What needs to be done
Exactly reproduce the entries, dropping any pictures from your copy.

--

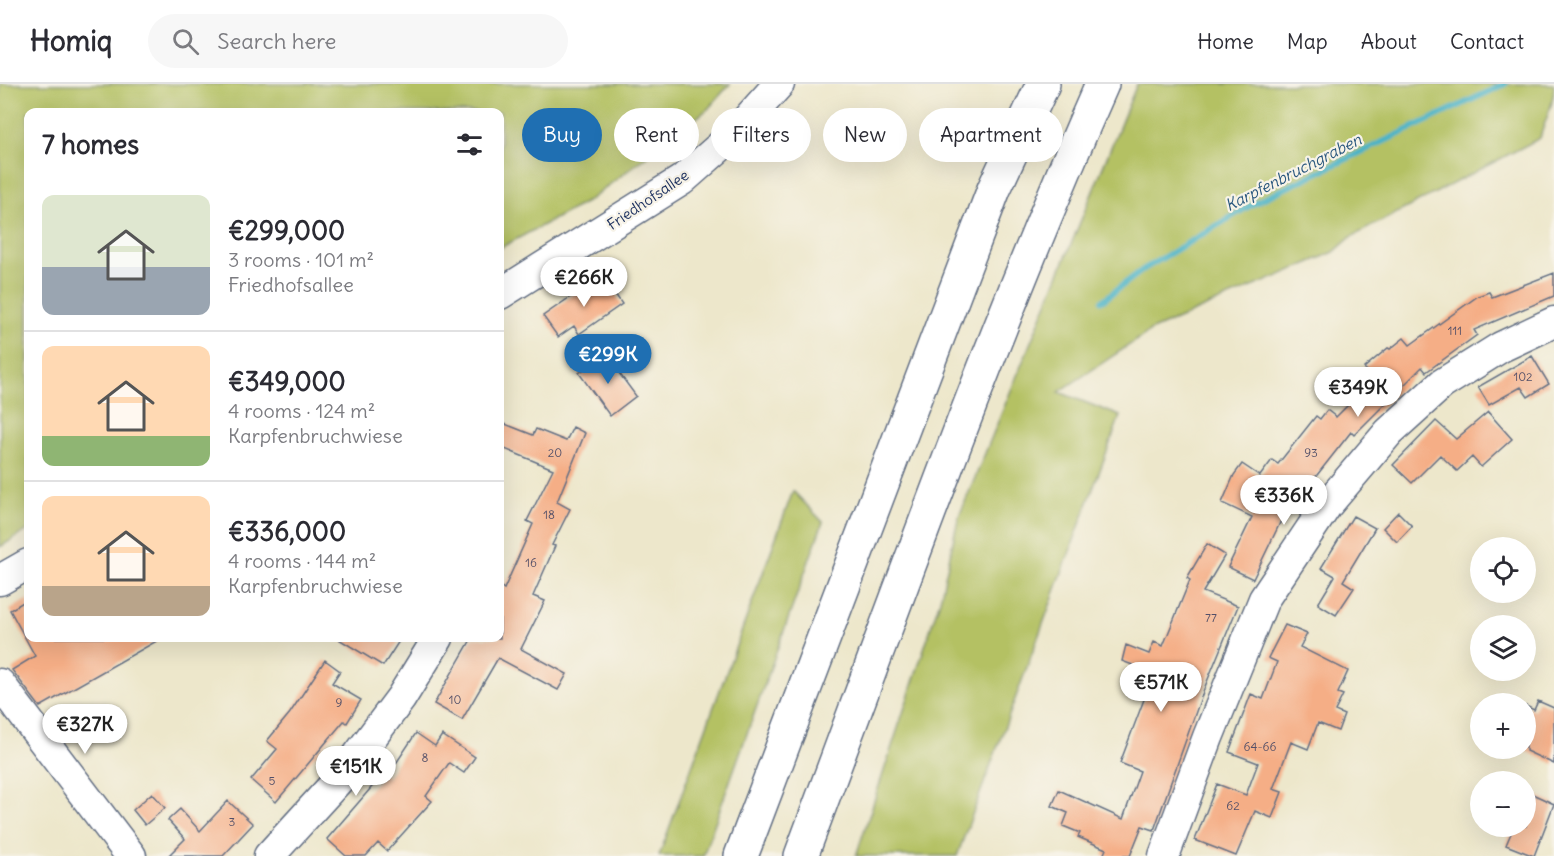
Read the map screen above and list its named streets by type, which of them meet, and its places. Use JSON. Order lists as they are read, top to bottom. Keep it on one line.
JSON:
{"streets":{"street":["Friedhofsallee"]},"water":["Karpfenbruchgraben"],"house_numbers":["111","102","20","93","18","16","77","10","9","64-66","8","5","62","3"],"page":{"header":"Homiq","search":"Search here","nav":["Home","Map","About","Contact"],"chip":["Buy","Rent","Filters","New","Apartment"],"heading":"7 homes","list":[{"name":"€299,000","note":"3 rooms · 101 m² · Friedhofsallee"},{"name":"€349,000","note":"4 rooms · 124 m² · Karpfenbruchwiese"},{"name":"€336,000","note":"4 rooms · 144 m² · Karpfenbruchwiese"}],"price":["€266K","€299K","€349K","€336K","€571K","€327K","€151K"],"map_buttons":["+","−"]}}
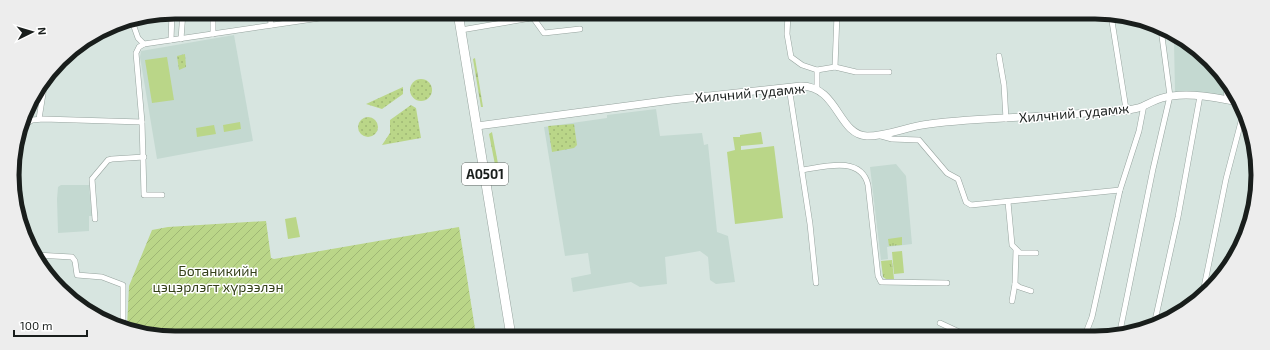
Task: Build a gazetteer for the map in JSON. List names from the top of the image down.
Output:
{
  "streets": {
    "highway": ["A0501"],
    "main road": ["Хилчний гудамж"]
  },
  "crossings": [
    ["Хилчний гудамж", "A0501"]
  ],
  "parks": ["Ботаникийн цэцэрлэгт хүрээлэн"],
  "scale_bar": "100 m",
  "north": "right"
}
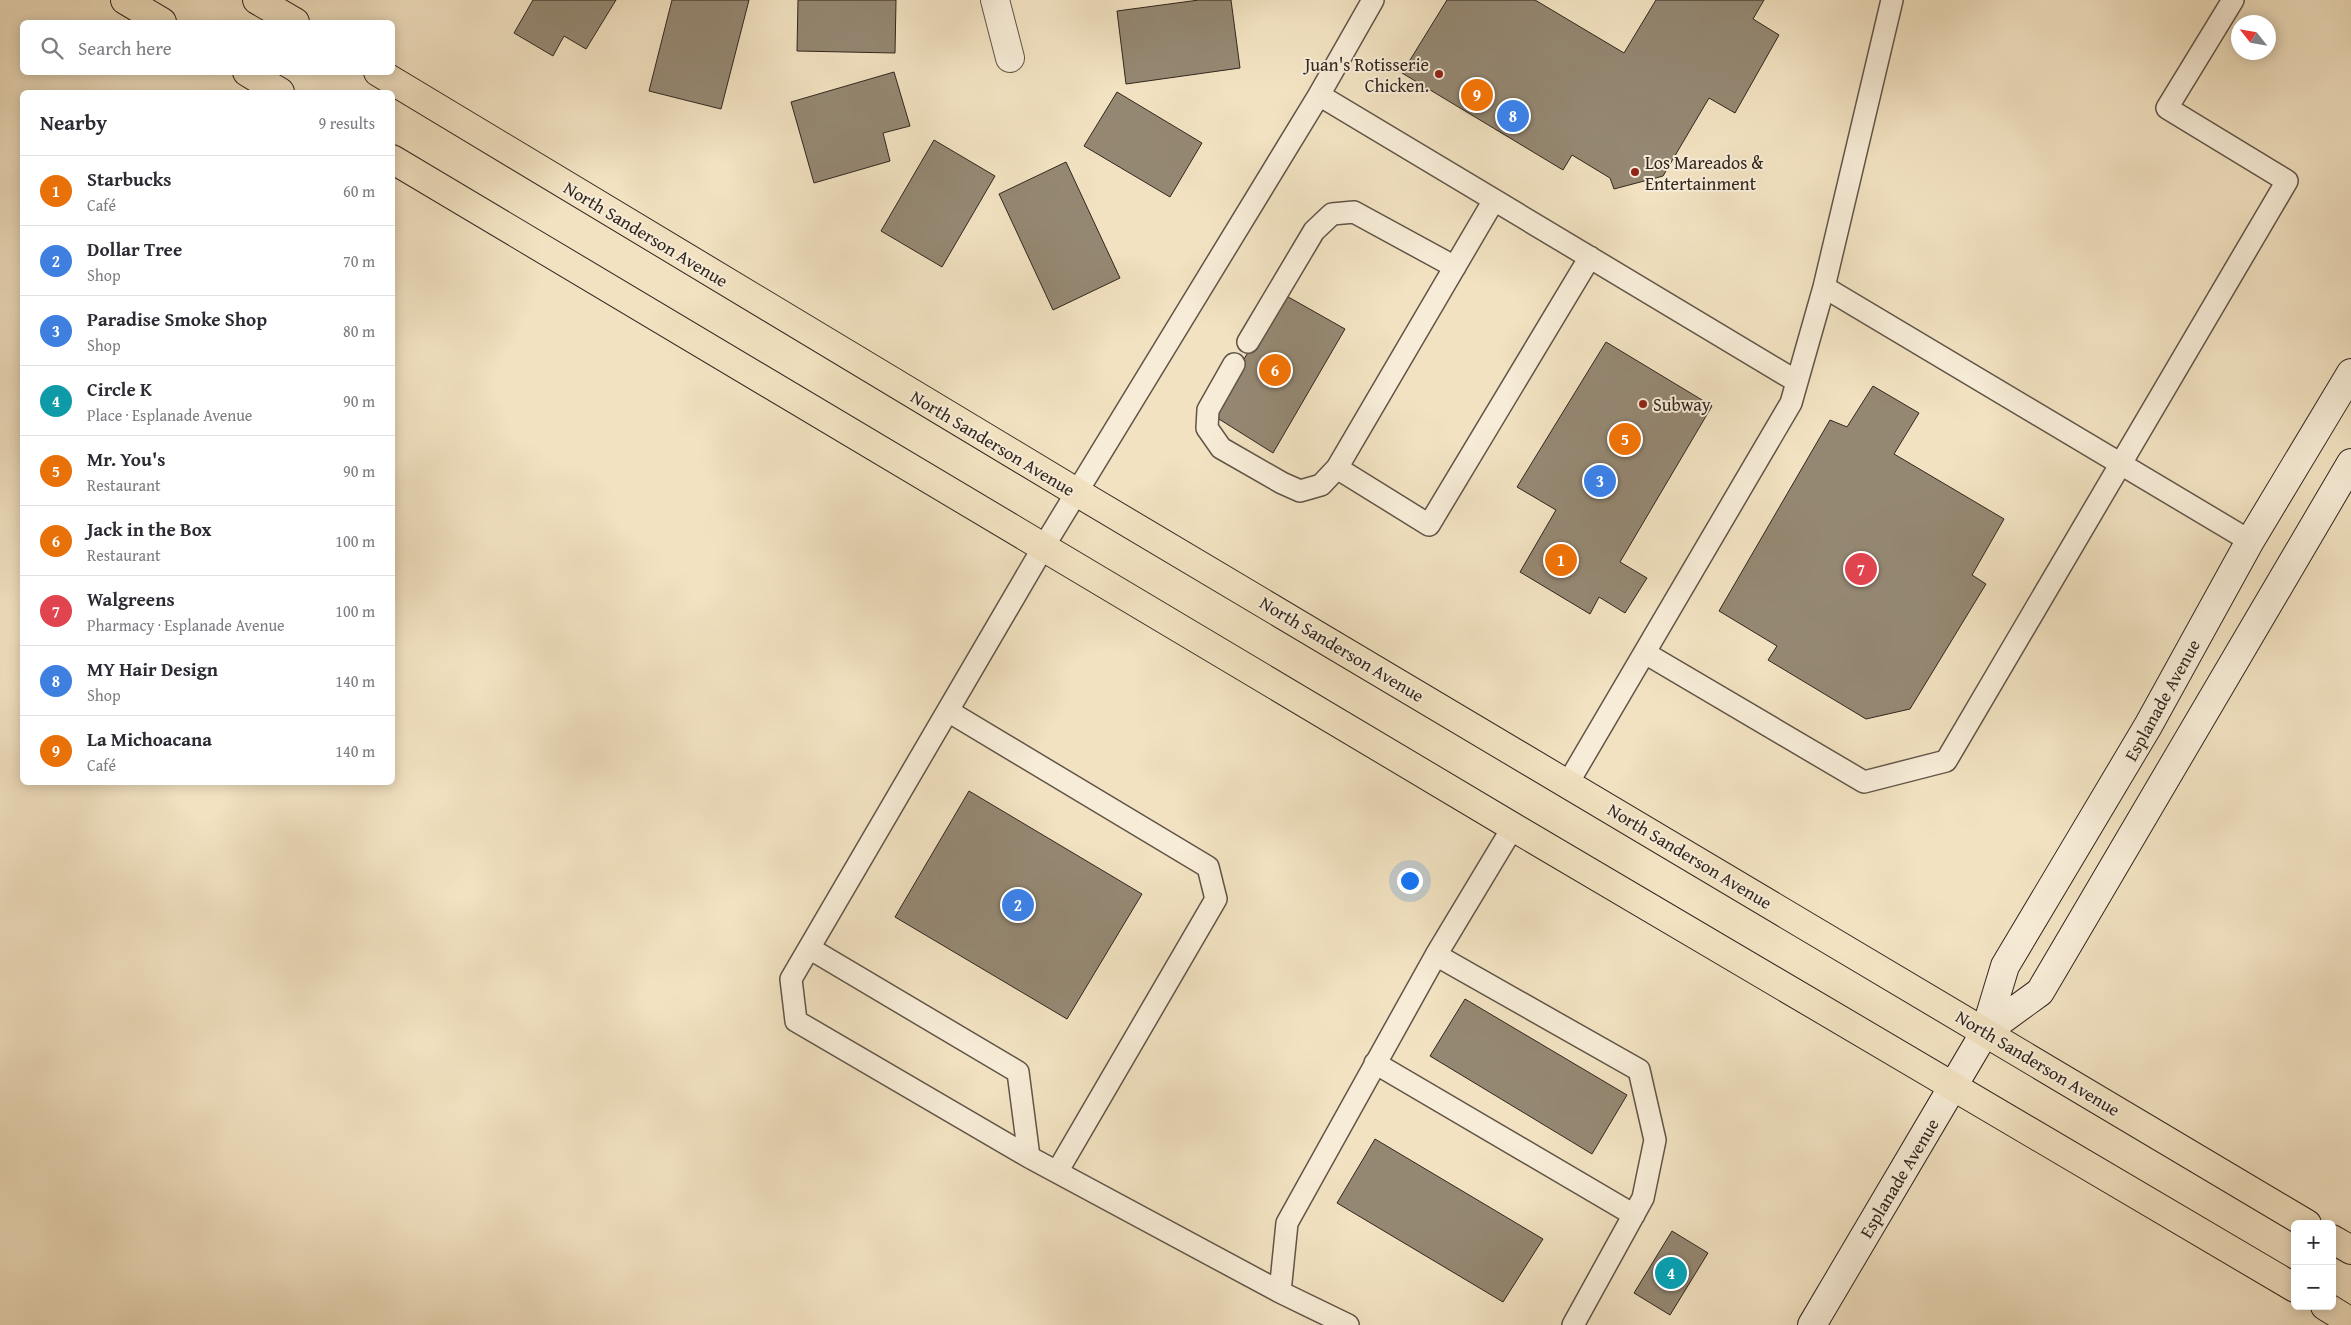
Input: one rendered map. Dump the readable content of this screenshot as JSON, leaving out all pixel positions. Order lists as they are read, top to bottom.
{
  "streets": {
    "highway": ["North Sanderson Avenue"],
    "main road": ["Esplanade Avenue"]
  },
  "crossings": [
    ["North Sanderson Avenue", "Esplanade Avenue"]
  ],
  "places": ["Juan's Rotisserie Chicken.", "Los Mareados & Entertainment", "Subway"],
  "north": "top left",
  "page": {
    "search": "Search here",
    "pins": [
      "9",
      "8",
      "6",
      "5",
      "3",
      "1",
      "7",
      "2",
      "4"
    ],
    "heading": ["Nearby", "9 results"],
    "list": [
      {
        "mark": "1",
        "name": "Starbucks",
        "note": "Café",
        "value": "60 m"
      },
      {
        "mark": "2",
        "name": "Dollar Tree",
        "note": "Shop",
        "value": "70 m"
      },
      {
        "mark": "3",
        "name": "Paradise Smoke Shop",
        "note": "Shop",
        "value": "80 m"
      },
      {
        "mark": "4",
        "name": "Circle K",
        "note": "Place · Esplanade Avenue",
        "value": "90 m"
      },
      {
        "mark": "5",
        "name": "Mr. You's",
        "note": "Restaurant",
        "value": "90 m"
      },
      {
        "mark": "6",
        "name": "Jack in the Box",
        "note": "Restaurant",
        "value": "100 m"
      },
      {
        "mark": "7",
        "name": "Walgreens",
        "note": "Pharmacy · Esplanade Avenue",
        "value": "100 m"
      },
      {
        "mark": "8",
        "name": "MY Hair Design",
        "note": "Shop",
        "value": "140 m"
      },
      {
        "mark": "9",
        "name": "La Michoacana",
        "note": "Café",
        "value": "140 m"
      }
    ],
    "map_buttons": ["+", "−"]
  }
}
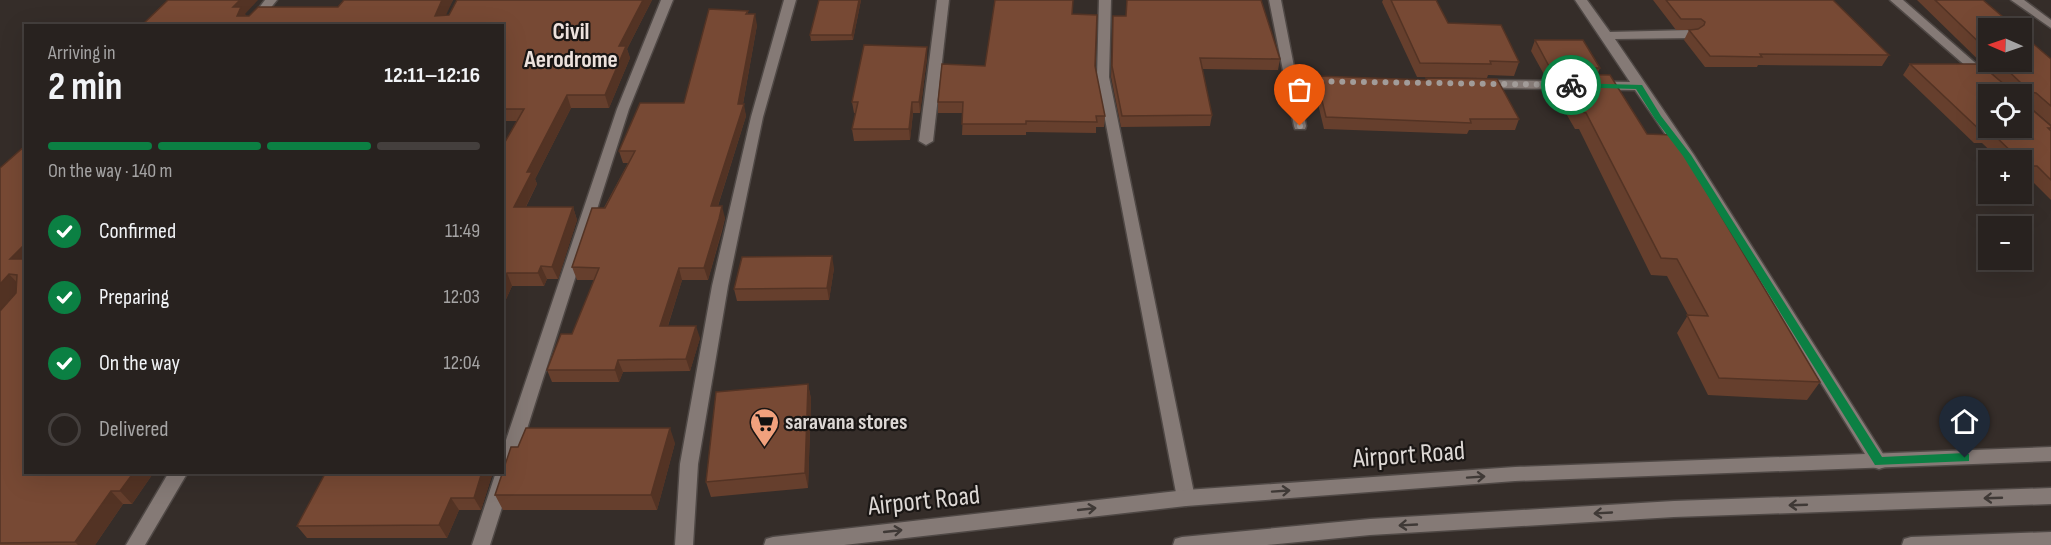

--

Answer space
Read the map screen above and list its named streets by type, which of them meet, and its places. Use JSON. Order lists as they are read, top to bottom. Keep it on one line.
JSON:
{"streets":{"street":["Friedhofsallee"]},"water":["Karpfenbruchgraben"],"house_numbers":["111","102","20","93","18","16","77","10","9","64-66","8","5","62","3"],"page":{"header":"Homiq","search":"Search here","nav":["Home","Map","About","Contact"],"chip":["Buy","Rent","Filters","New","Apartment"],"heading":"7 homes","list":[{"name":"€299,000","note":"3 rooms · 101 m² · Friedhofsallee"},{"name":"€349,000","note":"4 rooms · 124 m² · Karpfenbruchwiese"},{"name":"€336,000","note":"4 rooms · 144 m² · Karpfenbruchwiese"}],"price":["€266K","€299K","€349K","€336K","€571K","€327K","€151K"],"map_buttons":["+","−"]}}
Task: Build a gazetteer for the map in JSON. List names from the top of the image down.
Output:
{
  "streets": {
    "highway": ["A0501"],
    "main road": ["Хилчний гудамж"]
  },
  "crossings": [
    ["Хилчний гудамж", "A0501"]
  ],
  "parks": ["Ботаникийн цэцэрлэгт хүрээлэн"],
  "scale_bar": "100 m",
  "north": "right"
}
Input: one rendered map. Dump the readable content of this screenshot as JSON, leaving out all pixel positions. Order lists as they are read, top to bottom.
{
  "streets": {
    "highway": ["North Sanderson Avenue"],
    "main road": ["Esplanade Avenue"]
  },
  "crossings": [
    ["North Sanderson Avenue", "Esplanade Avenue"]
  ],
  "places": ["Juan's Rotisserie Chicken.", "Los Mareados & Entertainment", "Subway"],
  "north": "top left",
  "page": {
    "search": "Search here",
    "pins": [
      "9",
      "8",
      "6",
      "5",
      "3",
      "1",
      "7",
      "2",
      "4"
    ],
    "heading": ["Nearby", "9 results"],
    "list": [
      {
        "mark": "1",
        "name": "Starbucks",
        "note": "Café",
        "value": "60 m"
      },
      {
        "mark": "2",
        "name": "Dollar Tree",
        "note": "Shop",
        "value": "70 m"
      },
      {
        "mark": "3",
        "name": "Paradise Smoke Shop",
        "note": "Shop",
        "value": "80 m"
      },
      {
        "mark": "4",
        "name": "Circle K",
        "note": "Place · Esplanade Avenue",
        "value": "90 m"
      },
      {
        "mark": "5",
        "name": "Mr. You's",
        "note": "Restaurant",
        "value": "90 m"
      },
      {
        "mark": "6",
        "name": "Jack in the Box",
        "note": "Restaurant",
        "value": "100 m"
      },
      {
        "mark": "7",
        "name": "Walgreens",
        "note": "Pharmacy · Esplanade Avenue",
        "value": "100 m"
      },
      {
        "mark": "8",
        "name": "MY Hair Design",
        "note": "Shop",
        "value": "140 m"
      },
      {
        "mark": "9",
        "name": "La Michoacana",
        "note": "Café",
        "value": "140 m"
      }
    ],
    "map_buttons": ["+", "−"]
  }
}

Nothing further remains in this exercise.